Merge pull request #4 from UN-Task-Team-for-Scanner-Data/outline-project-structure-and-purpose

sergegoussev · web-flow · commit 50994c9ebe57 · 2025-02-11T21:43:37.000-05:00
Outline project structure and purpose
diff --git a/README.md b/README.md
@@ -1,2 +1,5 @@
 # reproducibility-project
-Project aiming to simplify the process of reproducibility in price statistics and use of FAIR data for research
+
+Welcome to the project aiming to simplify the process of reproducibility in price statistics and use of FAIR data for research. This project is led by workstream 5 of the [UN Task Team on Scanner data](https://unstats.un.org/bigdata/task-teams/scanner/index.cshtml), part of the [UN Committee of Experts on Big Data and Data Science for Official Statistics (UN-CEBD)](https://unstats.un.org/bigdata/index.cshtml).
+
+To find out more about the project, check out the [project charter](project-charter.md) or track the work of the project [on our GitHub project](https://github.com/orgs/UN-Task-Team-for-Scanner-Data/projects/1). 
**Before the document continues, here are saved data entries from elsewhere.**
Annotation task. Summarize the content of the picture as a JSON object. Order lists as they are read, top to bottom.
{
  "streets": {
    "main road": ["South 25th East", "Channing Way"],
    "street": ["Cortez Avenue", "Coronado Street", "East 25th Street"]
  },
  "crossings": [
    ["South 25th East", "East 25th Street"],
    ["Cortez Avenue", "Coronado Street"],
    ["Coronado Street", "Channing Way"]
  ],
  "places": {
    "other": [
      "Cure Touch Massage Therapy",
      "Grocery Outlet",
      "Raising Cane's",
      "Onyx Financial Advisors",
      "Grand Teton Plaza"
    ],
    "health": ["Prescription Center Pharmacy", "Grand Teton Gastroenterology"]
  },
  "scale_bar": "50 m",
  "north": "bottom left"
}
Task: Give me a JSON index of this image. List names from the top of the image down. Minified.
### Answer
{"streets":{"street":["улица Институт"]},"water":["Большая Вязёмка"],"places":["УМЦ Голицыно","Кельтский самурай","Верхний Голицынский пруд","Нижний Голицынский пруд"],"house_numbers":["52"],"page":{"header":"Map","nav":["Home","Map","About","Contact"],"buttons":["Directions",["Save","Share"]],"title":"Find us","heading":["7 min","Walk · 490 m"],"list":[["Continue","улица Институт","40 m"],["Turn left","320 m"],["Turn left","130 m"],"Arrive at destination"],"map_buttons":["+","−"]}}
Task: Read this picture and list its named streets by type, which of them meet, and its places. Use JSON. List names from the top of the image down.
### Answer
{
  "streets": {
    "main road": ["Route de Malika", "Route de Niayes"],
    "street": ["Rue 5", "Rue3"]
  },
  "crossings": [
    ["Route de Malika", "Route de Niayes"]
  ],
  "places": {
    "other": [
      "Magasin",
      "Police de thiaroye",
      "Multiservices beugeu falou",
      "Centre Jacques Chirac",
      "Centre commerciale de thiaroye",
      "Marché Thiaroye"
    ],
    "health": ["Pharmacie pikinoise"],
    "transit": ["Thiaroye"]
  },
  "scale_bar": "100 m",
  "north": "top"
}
diff --git a/project-charter.md b/project-charter.md
@@ -0,0 +1,27 @@
+# Project Charter
+
+## Project overview
+
+Research in the price statistics discipline is not as reproducible as we feel it should be. Most researchers utilize proprietary datasets (for instance internal datasets owned by their NSOs as part of their official work, or purchased datasets that require considerable financial investment for others to acquire). Research is also done using software available to researchers in a way that is custom to them and the code and detailed processes are typically not made easily available as part of the research project. This consequence is far from the intention of researchers, but is a result of the challenges to do this within the discipline. Specifically, it is not easy to find or access open datasets that can be used for research purposes. Once data is found, the metadata on each dataset will differ, making it challenging to process and use the data, such as for repeatable research processes. Finally, once a researcher has access to the data, it is not clear how code and processing logic should be shared as part of the research project to make the project reproducible. In other words, the process is not Findable, Accessible, Interoperable, or Reusable (or FAIR).
+
+## *Raison d'être* of the project
+
+The project aims to simplify this situation in the price statistics discipline by tackling the challenges that researchers face. In other words, the project aims to lower the barrier for reproducibility, making it intuitively easy (with some practice) for researchers to work openly. From an open science point of view, making research more routinely reproducible will help accelerate the pace at which consensus is reached on various topics as [results can quickly become replicable and even generalizable](https://book.the-turing-way.org/reproducible-research/overview/overview-definitions).
+
+## Expected outcomes in a little more detail
+
+As the project tackles the main challenges facing the discipline, it aims to deliver the following aspects:
+
+-   Objective A: Developing an interim data catalogue tool for several open datasets and publishing several open datasets as a proof of concept. The idea is to start helping researchers know how to reference open datasets for better replicability within the discipline
+    -   A.1. Mock up an interim data catalogue on the UNGP GitLab static site that is easy to read through and understand. The catalogue will be made available [on its own GitHub repo](https://github.com/UN-Task-Team-for-Scanner-Data/price-stats-data-catalogue).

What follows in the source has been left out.